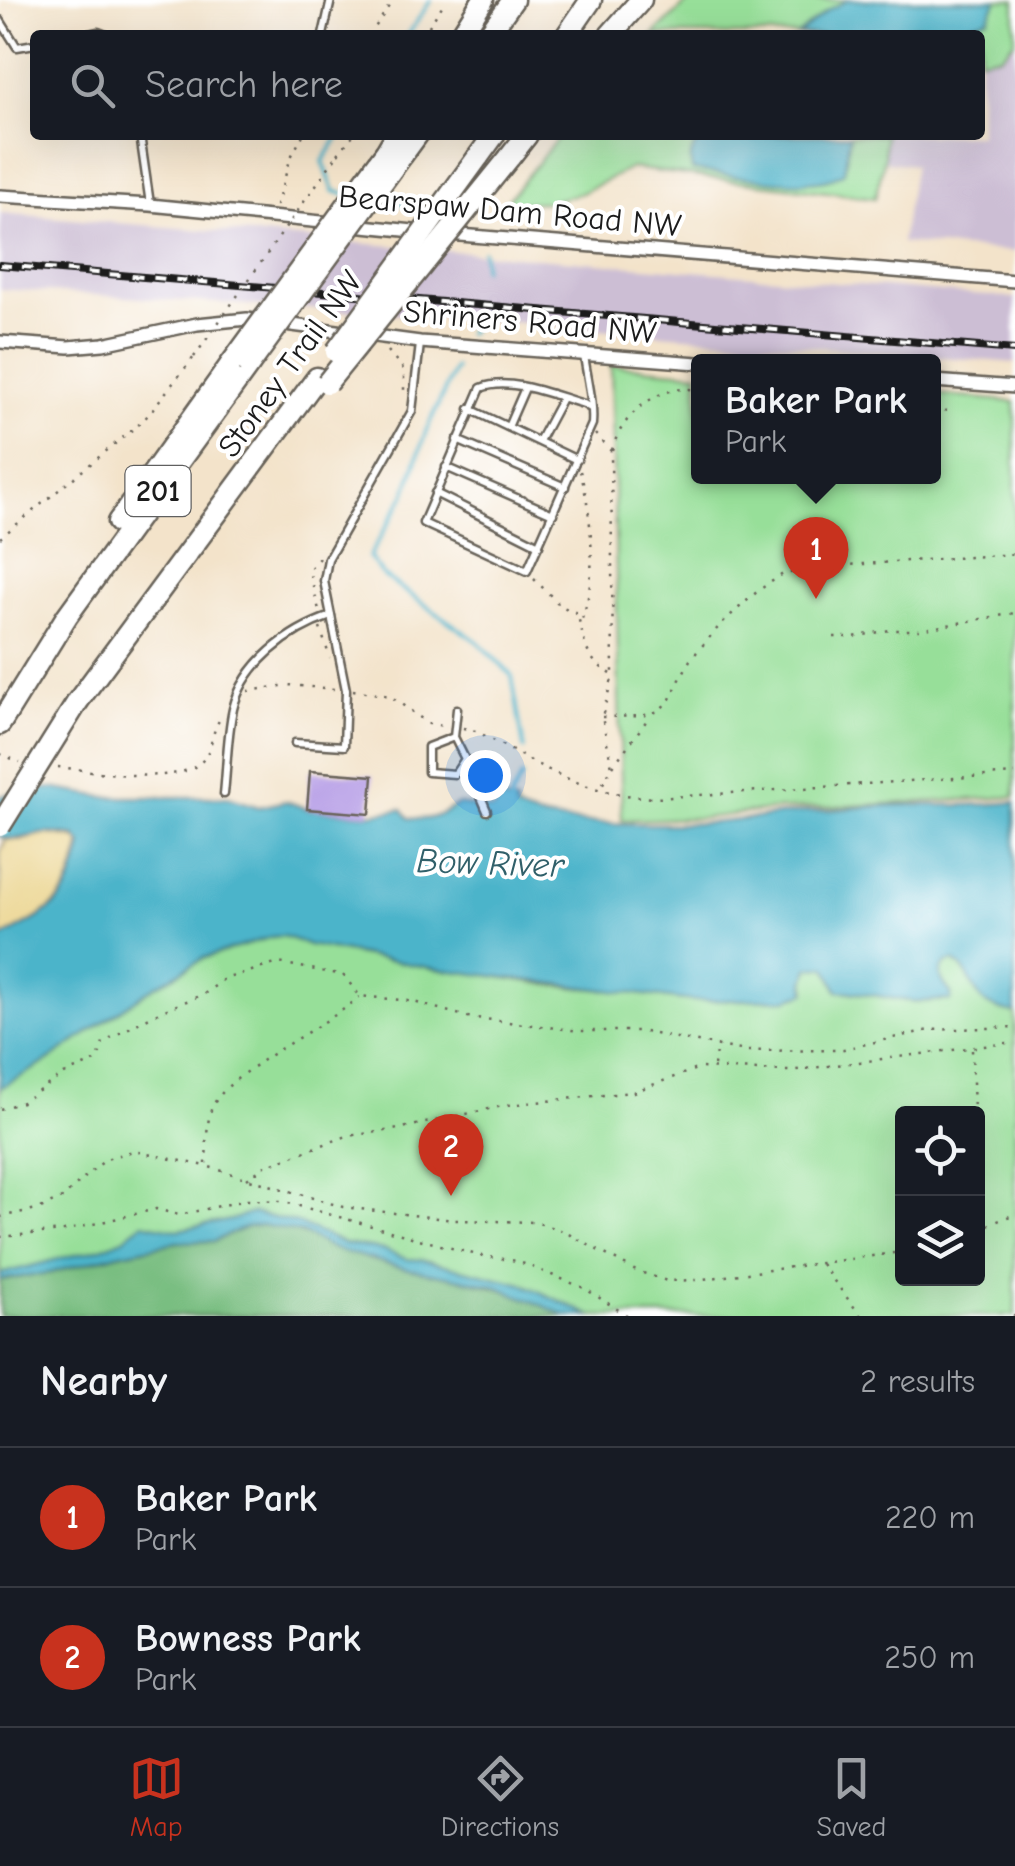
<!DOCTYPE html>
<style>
:root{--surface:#171b24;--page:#242831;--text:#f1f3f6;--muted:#9ea1a6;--line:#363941;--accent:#c8321e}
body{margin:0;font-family:"Comic Neue",sans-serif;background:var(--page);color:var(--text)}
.controls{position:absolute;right:30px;bottom:30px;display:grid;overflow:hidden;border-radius:10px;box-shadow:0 10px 40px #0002}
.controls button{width:90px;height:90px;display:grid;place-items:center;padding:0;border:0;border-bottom:2px solid var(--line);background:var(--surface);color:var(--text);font:50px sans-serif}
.you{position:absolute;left:485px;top:775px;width:35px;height:35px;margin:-25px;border:8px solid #fff;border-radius:50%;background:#1a73e8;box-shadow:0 0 0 15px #1a73e833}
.badge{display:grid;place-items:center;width:65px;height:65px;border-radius:50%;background:var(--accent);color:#fff;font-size:32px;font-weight:700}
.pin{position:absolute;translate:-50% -82px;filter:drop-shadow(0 2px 5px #0008)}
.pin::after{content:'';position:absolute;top:52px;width:35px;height:30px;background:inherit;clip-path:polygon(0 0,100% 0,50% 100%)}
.popup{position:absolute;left:691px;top:354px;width:250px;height:130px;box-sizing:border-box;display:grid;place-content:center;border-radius:10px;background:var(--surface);filter:drop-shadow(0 2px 8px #0005);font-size:32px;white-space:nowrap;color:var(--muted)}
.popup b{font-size:38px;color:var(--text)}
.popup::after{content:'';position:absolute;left:50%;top:100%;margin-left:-20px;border:20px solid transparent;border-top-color:var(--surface)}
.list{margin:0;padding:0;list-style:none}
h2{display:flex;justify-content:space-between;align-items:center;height:130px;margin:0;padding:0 40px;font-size:42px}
h2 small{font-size:32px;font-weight:400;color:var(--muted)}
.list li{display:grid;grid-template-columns:65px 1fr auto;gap:30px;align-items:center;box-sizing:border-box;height:140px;padding:0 40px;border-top:2px solid var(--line)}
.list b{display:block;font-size:38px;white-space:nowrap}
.list p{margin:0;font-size:32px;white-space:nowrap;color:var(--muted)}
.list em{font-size:32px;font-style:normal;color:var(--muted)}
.icon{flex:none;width:55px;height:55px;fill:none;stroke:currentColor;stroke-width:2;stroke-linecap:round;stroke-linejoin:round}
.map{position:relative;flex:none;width:1015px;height:1316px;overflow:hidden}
.search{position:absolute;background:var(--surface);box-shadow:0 10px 40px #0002;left:30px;right:30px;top:30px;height:110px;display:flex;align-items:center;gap:25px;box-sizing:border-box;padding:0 35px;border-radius:10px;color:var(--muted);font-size:38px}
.sheet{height:410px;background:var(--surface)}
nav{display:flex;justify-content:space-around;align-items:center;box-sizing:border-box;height:140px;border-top:2px solid var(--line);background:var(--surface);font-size:28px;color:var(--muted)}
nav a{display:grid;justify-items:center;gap:5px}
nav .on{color:var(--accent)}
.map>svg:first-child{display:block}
.industrial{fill:#ccbed4}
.green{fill:#97df99;stroke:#5a7e5a;stroke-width:2.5;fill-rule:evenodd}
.forest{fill:#79be81;stroke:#4a6d4e;stroke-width:2.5}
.sand{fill:#eeda9e;stroke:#857b5d;stroke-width:2.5}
.water{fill:#4bb4ca;stroke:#346873;stroke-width:2.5}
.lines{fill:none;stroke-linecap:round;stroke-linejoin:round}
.stream{stroke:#4bb4ca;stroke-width:4}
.building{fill:#b39ae5}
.lane-casing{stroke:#676259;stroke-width:11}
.street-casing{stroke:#676259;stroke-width:16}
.highway-casing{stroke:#676259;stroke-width:25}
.path{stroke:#676259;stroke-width:2.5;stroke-dasharray:2.5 8;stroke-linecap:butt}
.lane{stroke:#fff;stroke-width:6}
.street{stroke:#fff;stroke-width:11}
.highway{stroke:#fff;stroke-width:20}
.rail-casing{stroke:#1c1c1c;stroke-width:8}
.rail{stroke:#fff;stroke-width:4;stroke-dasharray:11;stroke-linecap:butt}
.highway-bridge-casing{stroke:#676259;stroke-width:25;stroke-linecap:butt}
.path-bridge{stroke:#676259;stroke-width:2.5;stroke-dasharray:2.5 8;stroke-linecap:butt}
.highway-bridge{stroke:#fff;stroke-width:20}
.labels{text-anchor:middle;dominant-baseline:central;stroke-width:8;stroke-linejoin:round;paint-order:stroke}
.shield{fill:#fff;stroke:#606060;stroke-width:2.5}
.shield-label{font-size:30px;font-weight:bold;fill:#1c1c1c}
.street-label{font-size:32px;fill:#1c1c1c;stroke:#fff}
.water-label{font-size:35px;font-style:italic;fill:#31606a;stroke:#fff}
</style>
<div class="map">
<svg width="1015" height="1316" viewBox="0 0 1015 1316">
<rect width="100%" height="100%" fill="#fff"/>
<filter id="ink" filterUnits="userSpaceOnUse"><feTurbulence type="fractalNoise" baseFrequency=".01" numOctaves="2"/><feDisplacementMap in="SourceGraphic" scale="20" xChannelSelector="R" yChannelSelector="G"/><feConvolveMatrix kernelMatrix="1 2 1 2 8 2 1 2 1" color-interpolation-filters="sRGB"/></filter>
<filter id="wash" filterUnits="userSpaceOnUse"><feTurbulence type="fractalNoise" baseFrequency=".0048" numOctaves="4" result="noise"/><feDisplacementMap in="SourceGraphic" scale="40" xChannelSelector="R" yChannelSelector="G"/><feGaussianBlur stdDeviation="2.25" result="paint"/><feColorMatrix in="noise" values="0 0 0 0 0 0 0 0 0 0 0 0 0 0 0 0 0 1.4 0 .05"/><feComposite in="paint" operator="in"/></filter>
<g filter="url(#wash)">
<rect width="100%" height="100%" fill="#f3e3ca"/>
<g class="industrial">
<polygon points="1015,40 1015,252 901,243 914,165 884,161 885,135 980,135 980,59 1002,55"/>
<polygon points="0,213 1015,298 1015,363 525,323 0,289"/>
</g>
<g class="green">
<polygon points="690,0 1015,0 1015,40 1002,55 980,59 980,35 653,35"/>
<polygon points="560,135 885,135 884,161 875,198 631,168 581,193 548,202 505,203"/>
<polygon points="611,365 698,373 698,476 934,476 934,394 1015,402 1015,797 771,810 704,818 622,820"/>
<path d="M283,936L360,955L556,986L743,1000L775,999L807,990L805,982L809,968L826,967L838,991C863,992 885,998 910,1001C924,1002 937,1000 951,1000V993C942,982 936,975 946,963L954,961C980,980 968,1006 1015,1013V1316H0V1088L46,1062L152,988L204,958L271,937ZM902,1114H978V1278H902Z"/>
</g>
<path class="forest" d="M262,1225C303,1228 340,1253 380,1262C443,1277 510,1283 567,1316H0V1280L51,1273L118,1254L177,1242L214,1241L247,1227Z"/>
<path class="sand" d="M45,833L80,839C81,849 78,853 76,862C67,908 38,917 0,939V852L6,839L20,840Z"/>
<g class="water">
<polygon points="848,0 997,0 988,19 961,26 915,26 886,35 798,35 828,10"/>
<path d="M705,135H850L844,172C814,194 730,174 692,170C688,153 693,147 705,135Z"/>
<path d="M51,788L105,797H228L259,807L286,801L308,809L370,814L402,809L409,818C431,822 440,815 459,804L493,810L503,799L516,803V809C544,822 575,822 606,823C639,824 672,825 705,823C743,821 780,813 818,811C847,809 882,805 910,805C946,805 979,806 1015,802V1013C964,1005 983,983 954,961L946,963C936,975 942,982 951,993V1000C937,1000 924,1002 910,1001C885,998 863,992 838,991L826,967L809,968L805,982L806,993L787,999L693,1001L436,969L309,945L283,936L271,937L204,958L152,988L46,1062L0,1088V939C54,908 68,908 82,844L75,836C64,835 52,832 41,834C25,837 16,841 0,837V797L17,790Z"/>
<polygon points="252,1213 297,1223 345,1244 385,1250 406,1259 424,1260 523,1284 592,1316 567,1316 493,1285 403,1268 334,1249 302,1233 262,1225 247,1227 214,1241 177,1242 118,1254 51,1273 0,1280 0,1274 101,1248 124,1239 143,1223 178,1230 231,1220"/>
</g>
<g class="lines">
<g class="stream">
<polyline points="408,35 431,0"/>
<polyline points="340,135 323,161 334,191 345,194"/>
<polyline points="379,200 429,208"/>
<polyline points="483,251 483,269"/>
<polyline points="468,333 482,312"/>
<polyline points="455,368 426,431 406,493 369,557 385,577 478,642 512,676 524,749"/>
<polyline points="511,805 511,797 522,777"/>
</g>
</g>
<g id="blocks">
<polygon class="building" points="310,771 373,776 370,814 307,809"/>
</g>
</g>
<g filter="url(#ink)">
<use href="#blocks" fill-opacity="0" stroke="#676259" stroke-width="2.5"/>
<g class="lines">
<g class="lane-casing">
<g id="lane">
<polyline points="0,20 17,47 35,44"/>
<polyline points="84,35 98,32 106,35"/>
<polyline points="323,35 331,0"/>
<polyline points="140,135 150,204"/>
<path d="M584,355C587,378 594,402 592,424L527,571L423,523L481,388C511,376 555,396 584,404L592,409"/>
<polyline points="470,409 577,460"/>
<polyline points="508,427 525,388"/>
<polyline points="457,440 565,487"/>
<polyline points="539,441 562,398"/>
<polyline points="446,467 553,514"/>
<polyline points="435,493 539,545"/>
<polyline points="454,737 465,759 455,774 428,772 428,747 454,737 457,709"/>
<polyline points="295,743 344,746 346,690 324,581 328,559 412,411 420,344"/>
<polyline points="466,761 487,811"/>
<path d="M224,794C227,766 227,736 233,709C244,663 289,630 331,616"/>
</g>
</g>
<g class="street-casing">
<g id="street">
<polyline points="0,196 150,205 424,232"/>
<polyline points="448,234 1015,281"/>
<polyline points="0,342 69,347 103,344 197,324 247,319 420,342 698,363"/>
<polyline points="934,381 1015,387"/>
</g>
</g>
<g class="highway-casing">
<g id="highway">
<polyline points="461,35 483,0"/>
<polyline points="488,35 513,0"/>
<polyline points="567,35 591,0"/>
<polyline points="610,35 641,0"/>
<polyline points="386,152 396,135"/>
<polyline points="403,154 417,135"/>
<polyline points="478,157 494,135"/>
<polyline points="509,158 527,135"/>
<polyline points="118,522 231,364"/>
<polyline points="78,701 317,378"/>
<polyline points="0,724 67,616 249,365"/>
</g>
</g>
<g class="path">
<polyline points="370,35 393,0"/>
<polyline points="423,35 446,0"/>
<polyline points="338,154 353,135"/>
<polyline points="276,206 291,157 303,135"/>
<polyline points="388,351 404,370 404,392"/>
<polyline points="934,410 952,411"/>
<polyline points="595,434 611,451 613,674"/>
<path d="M612,450C622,413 660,383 698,390"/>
<path d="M580,471C592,513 598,580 581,621"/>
<polyline points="0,538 143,421 194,357"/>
<polyline points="319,558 309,570 319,610"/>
<path d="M534,579L561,606L577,613C586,643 582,658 613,675L602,717L612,767L600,789"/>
<polyline points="320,628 330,658"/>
<polyline points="834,637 854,637 890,630 919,630 1015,613"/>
<polyline points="353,690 390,696 429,724 445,726"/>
<polyline points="248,691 288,685 335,689"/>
<polyline points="602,717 642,716 659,711 670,699 690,660 722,623 759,590 783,574 833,566 1015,554"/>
<path d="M463,728L476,731C542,766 579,794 656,798L1015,774"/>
<polyline points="0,754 20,762"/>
<polyline points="613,766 650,716"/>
<path d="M58,767C91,770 180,788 203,760C213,749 211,730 221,718"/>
<polyline points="972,1050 974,1114"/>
<polyline points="714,1066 717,1045"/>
<polyline points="0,1109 22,1102 64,1074 98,1060 103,1042 157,1013 204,994 224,979 279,963 343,975 360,996 410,1001 468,1017 580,1031 639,1031 746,1051 839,1050 929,1030 1015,1027"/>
<path d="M206,1164C207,1147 206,1126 211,1110C224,1072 327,1027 359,997"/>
<polyline points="247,1179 265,1166 347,1136 393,1130 507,1105 633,1092 699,1068 789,1071 1015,1042"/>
<polyline points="0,1217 41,1208 62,1198 106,1159 133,1151 206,1166 343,1207 454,1220 535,1222 563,1231 634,1270 667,1281 696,1280 902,1252"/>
<polyline points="978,1229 1015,1214"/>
<polyline points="0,1237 64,1231 156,1209 179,1215 247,1200 281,1201 477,1255 517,1261 584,1288 628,1316"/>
<polyline points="821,1264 861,1316"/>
<polyline points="1013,1316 1015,1315"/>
</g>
<use href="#lane" class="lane"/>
<use href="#street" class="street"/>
<use href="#highway" class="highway"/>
<g class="rail-casing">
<polyline id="rail" points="0,265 1015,350"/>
</g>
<use href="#rail" class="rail"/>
<g class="highway-bridge-casing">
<g id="highway-bridge">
<polyline points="336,352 478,157"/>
<polyline points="231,364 386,152"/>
<polyline points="249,365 403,154"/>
<polyline points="327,383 509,158"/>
<polyline points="0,826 78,701"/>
</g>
</g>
<polyline class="path-bridge" points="194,357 338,154"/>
<use href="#highway-bridge" class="highway-bridge"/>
</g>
</g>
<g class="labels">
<rect class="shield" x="125.5" y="466" width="65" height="50" rx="8"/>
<g class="shield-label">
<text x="158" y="491">201</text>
</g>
<g class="street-label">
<text transform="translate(510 211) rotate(5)">Bearspaw Dam Road NW</text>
<text transform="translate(530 322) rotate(5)">Shriners Road NW</text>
<text transform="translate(290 364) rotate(-54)">Stoney Trail NW</text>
</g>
<g class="water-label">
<text transform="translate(490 863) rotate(2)">Bow River</text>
</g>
</g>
</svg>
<div class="controls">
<button><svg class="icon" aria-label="locate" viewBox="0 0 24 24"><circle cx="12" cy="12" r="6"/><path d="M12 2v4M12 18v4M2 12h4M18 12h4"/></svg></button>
<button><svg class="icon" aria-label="layers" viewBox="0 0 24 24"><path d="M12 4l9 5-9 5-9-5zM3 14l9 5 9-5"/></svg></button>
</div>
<div class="you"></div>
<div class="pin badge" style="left:816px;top:599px">1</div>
<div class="popup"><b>Baker Park</b>Park</div>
<div class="pin badge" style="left:451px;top:1196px">2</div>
<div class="search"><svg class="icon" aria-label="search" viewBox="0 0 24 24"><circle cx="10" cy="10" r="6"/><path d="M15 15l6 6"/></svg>Search here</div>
</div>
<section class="sheet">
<h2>Nearby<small>2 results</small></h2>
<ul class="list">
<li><span class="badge">1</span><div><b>Baker Park</b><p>Park</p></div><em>220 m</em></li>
<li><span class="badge">2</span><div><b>Bowness Park</b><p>Park</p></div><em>250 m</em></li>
</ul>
</section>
<nav>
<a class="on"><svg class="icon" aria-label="map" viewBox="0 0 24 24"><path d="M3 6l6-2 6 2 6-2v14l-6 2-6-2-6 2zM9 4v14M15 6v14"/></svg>Map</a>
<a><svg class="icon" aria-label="directions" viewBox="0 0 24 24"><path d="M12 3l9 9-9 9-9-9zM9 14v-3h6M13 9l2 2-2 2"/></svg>Directions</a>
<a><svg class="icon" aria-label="saved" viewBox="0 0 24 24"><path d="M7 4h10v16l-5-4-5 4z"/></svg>Saved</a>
</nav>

==========

TASK DESCRIPTION —
Lines above that include the string "white" need to be copied.

RESPONSE TO THIS EXERCISE —
.popup{position:absolute;left:691px;top:354px;width:250px;height:130px;box-sizing:border-box;display:grid;place-content:center;border-radius:10px;background:var(--surface);filter:drop-shadow(0 2px 8px #0005);font-size:32px;white-space:nowrap;color:var(--muted)}
.list b{display:block;font-size:38px;white-space:nowrap}
.list p{margin:0;font-size:32px;white-space:nowrap;color:var(--muted)}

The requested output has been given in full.